Good Friction, Bad Friction

It’s simple. Reduce the amount of friction in an interface’s design, to increase the usability.

This is the bad friction of usability.

The friction that increases the extraneous cognitive load, making us think about “how do I do (Insert your task here)?” The argument to reduce the amount of information and functionality for mobile users of a site or application was a reaction to an understanding of this concept.

However, mobile users need and want to perform the same tasks and access the same amount of information as desktop users, which is why I believe that solution to be lacking the appropriate amount of design thinking to solve the screen size problem and explains my feelings of disappointment when I see the “View full website” links on a major corporation’s mobile site.

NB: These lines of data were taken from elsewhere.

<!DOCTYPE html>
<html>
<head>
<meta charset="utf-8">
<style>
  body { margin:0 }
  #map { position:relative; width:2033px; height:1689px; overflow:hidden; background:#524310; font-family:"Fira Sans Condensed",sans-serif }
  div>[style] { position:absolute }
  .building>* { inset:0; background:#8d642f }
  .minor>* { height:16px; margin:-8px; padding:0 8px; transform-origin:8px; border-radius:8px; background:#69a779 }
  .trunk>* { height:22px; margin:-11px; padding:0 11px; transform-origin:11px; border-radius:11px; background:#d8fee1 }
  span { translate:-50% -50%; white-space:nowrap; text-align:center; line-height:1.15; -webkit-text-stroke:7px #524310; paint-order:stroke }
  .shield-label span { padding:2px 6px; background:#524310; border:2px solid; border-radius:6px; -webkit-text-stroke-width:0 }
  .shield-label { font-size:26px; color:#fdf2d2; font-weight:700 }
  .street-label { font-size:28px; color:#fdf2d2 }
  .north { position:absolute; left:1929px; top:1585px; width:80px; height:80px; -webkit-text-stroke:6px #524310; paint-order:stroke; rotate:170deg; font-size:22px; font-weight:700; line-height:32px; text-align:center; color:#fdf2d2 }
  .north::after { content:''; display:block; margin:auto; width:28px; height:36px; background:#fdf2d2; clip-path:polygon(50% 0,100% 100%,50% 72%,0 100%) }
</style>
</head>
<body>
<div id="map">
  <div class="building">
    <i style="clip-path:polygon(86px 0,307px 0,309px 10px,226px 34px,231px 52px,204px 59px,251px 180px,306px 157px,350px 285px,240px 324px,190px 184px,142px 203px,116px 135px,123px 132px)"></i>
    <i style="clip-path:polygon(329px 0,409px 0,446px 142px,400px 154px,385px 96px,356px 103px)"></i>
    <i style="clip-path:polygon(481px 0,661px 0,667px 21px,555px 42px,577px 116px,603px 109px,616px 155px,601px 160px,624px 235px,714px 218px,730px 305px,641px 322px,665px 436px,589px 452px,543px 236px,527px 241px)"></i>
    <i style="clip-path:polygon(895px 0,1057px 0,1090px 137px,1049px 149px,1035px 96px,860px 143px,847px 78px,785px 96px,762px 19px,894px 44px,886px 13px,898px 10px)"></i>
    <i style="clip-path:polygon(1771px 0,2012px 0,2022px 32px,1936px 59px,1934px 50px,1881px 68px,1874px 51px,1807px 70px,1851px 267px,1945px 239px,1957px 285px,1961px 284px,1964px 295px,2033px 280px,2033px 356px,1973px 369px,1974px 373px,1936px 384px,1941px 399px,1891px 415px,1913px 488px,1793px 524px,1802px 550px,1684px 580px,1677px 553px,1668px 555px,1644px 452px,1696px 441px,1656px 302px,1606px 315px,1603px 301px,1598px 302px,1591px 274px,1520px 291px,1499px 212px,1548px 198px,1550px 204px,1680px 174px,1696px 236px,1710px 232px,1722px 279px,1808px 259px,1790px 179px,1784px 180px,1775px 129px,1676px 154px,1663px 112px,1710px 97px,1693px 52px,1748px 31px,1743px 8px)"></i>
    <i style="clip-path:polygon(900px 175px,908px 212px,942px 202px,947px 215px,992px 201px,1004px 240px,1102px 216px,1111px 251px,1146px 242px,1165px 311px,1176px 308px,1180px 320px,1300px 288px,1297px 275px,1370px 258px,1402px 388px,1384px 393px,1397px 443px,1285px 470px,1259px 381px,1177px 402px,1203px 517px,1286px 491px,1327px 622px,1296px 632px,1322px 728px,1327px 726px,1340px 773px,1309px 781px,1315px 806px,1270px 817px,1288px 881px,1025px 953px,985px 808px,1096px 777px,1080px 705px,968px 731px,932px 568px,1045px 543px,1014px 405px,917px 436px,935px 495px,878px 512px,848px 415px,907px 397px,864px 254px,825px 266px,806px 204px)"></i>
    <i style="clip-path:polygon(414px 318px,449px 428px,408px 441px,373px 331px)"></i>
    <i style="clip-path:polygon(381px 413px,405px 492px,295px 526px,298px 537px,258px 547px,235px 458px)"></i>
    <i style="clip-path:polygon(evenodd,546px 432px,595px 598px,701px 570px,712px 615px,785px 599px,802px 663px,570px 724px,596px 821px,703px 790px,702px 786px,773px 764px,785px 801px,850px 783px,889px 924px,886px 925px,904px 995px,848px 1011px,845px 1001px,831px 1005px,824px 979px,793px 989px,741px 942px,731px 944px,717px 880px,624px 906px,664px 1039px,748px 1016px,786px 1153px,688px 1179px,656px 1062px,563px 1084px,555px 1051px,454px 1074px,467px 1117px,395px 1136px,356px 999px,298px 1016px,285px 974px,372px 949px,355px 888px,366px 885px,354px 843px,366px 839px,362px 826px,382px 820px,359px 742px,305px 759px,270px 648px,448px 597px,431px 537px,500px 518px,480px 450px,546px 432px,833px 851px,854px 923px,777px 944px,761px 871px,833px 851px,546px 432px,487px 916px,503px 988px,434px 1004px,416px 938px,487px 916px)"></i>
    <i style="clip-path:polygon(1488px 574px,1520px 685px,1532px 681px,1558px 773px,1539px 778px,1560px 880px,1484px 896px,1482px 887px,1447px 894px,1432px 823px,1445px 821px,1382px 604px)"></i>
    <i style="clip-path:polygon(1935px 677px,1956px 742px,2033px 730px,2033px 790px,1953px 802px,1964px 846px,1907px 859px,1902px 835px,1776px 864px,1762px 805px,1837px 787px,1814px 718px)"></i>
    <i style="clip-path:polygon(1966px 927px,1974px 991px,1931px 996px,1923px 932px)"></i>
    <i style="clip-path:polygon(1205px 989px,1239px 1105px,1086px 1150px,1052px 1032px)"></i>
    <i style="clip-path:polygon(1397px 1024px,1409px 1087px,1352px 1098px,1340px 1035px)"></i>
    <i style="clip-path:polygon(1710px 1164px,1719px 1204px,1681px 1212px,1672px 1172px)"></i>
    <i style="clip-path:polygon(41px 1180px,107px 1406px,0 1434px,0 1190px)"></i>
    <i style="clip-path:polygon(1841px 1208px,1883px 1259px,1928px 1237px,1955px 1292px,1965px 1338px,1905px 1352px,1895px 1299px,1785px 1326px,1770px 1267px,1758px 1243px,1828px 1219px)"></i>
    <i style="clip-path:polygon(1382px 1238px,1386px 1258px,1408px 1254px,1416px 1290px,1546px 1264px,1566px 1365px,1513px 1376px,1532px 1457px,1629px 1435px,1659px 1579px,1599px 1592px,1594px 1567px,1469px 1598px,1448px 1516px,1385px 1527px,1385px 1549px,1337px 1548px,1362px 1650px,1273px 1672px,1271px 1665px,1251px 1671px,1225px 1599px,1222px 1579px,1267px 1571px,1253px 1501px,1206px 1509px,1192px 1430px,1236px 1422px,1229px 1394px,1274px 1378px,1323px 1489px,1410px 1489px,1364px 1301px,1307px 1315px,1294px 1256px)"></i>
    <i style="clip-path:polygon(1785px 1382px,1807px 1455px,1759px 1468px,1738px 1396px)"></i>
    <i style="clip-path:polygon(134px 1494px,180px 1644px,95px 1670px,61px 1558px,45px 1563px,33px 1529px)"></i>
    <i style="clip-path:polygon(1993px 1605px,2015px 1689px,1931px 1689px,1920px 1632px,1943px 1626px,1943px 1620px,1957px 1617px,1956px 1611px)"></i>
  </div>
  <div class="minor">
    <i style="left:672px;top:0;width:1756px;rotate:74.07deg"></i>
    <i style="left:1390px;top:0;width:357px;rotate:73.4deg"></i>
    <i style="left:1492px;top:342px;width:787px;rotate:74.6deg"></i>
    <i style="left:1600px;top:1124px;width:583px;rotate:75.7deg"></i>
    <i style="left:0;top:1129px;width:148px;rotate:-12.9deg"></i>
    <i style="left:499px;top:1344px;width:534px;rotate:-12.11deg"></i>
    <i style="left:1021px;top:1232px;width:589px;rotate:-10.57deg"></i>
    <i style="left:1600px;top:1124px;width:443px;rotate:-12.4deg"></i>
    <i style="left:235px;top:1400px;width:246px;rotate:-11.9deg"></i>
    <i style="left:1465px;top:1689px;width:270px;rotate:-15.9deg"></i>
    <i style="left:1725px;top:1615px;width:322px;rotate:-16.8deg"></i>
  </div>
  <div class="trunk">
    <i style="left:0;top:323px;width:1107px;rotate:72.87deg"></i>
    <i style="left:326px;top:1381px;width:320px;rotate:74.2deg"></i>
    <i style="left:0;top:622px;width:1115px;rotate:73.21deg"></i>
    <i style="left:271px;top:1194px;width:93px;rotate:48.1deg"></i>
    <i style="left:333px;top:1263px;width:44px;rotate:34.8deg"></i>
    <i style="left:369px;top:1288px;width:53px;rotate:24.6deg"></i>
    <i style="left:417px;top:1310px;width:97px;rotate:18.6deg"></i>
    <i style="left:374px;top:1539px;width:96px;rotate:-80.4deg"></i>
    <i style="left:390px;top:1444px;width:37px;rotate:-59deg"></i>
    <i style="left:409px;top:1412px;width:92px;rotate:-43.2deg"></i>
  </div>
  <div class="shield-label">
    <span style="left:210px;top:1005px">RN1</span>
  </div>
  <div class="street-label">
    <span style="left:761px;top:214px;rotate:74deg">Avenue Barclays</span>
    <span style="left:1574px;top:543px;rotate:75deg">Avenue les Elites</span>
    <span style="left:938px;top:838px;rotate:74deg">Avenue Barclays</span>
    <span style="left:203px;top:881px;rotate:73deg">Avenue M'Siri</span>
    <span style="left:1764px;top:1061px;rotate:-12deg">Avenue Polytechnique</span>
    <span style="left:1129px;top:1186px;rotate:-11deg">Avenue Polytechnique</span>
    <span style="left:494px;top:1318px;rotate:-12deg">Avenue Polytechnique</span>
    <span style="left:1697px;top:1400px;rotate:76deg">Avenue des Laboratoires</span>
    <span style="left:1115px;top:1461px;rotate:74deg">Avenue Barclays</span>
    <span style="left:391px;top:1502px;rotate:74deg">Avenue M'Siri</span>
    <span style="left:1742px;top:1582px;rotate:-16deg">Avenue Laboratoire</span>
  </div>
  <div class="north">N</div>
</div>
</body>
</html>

Guess what? You’re increasing the bad usability friction when I can’t perform tasks on your mobile site, which was designed to reduce the friction. I would rather zoom in and out on your full website than to be directed to your slim down mobile site.

The Good Stuff

Good usability friction is controlled. Slowing the user down at a point in the flow where you want them to concentrate on the task at hand, or take their time. This can be controlled at a higher flow level, or simply by choosing left aligned, inline form labels to slow down the user through an important form they need to fill out.

Flow velocity is often overlooked when planning out the journey the user will take through a design. Consciously slowing users down, may help the focus the user when performing a complex or important task, like filling out taxes online. Intuit does this very well for their tax software TurboTax, without getting in the users way.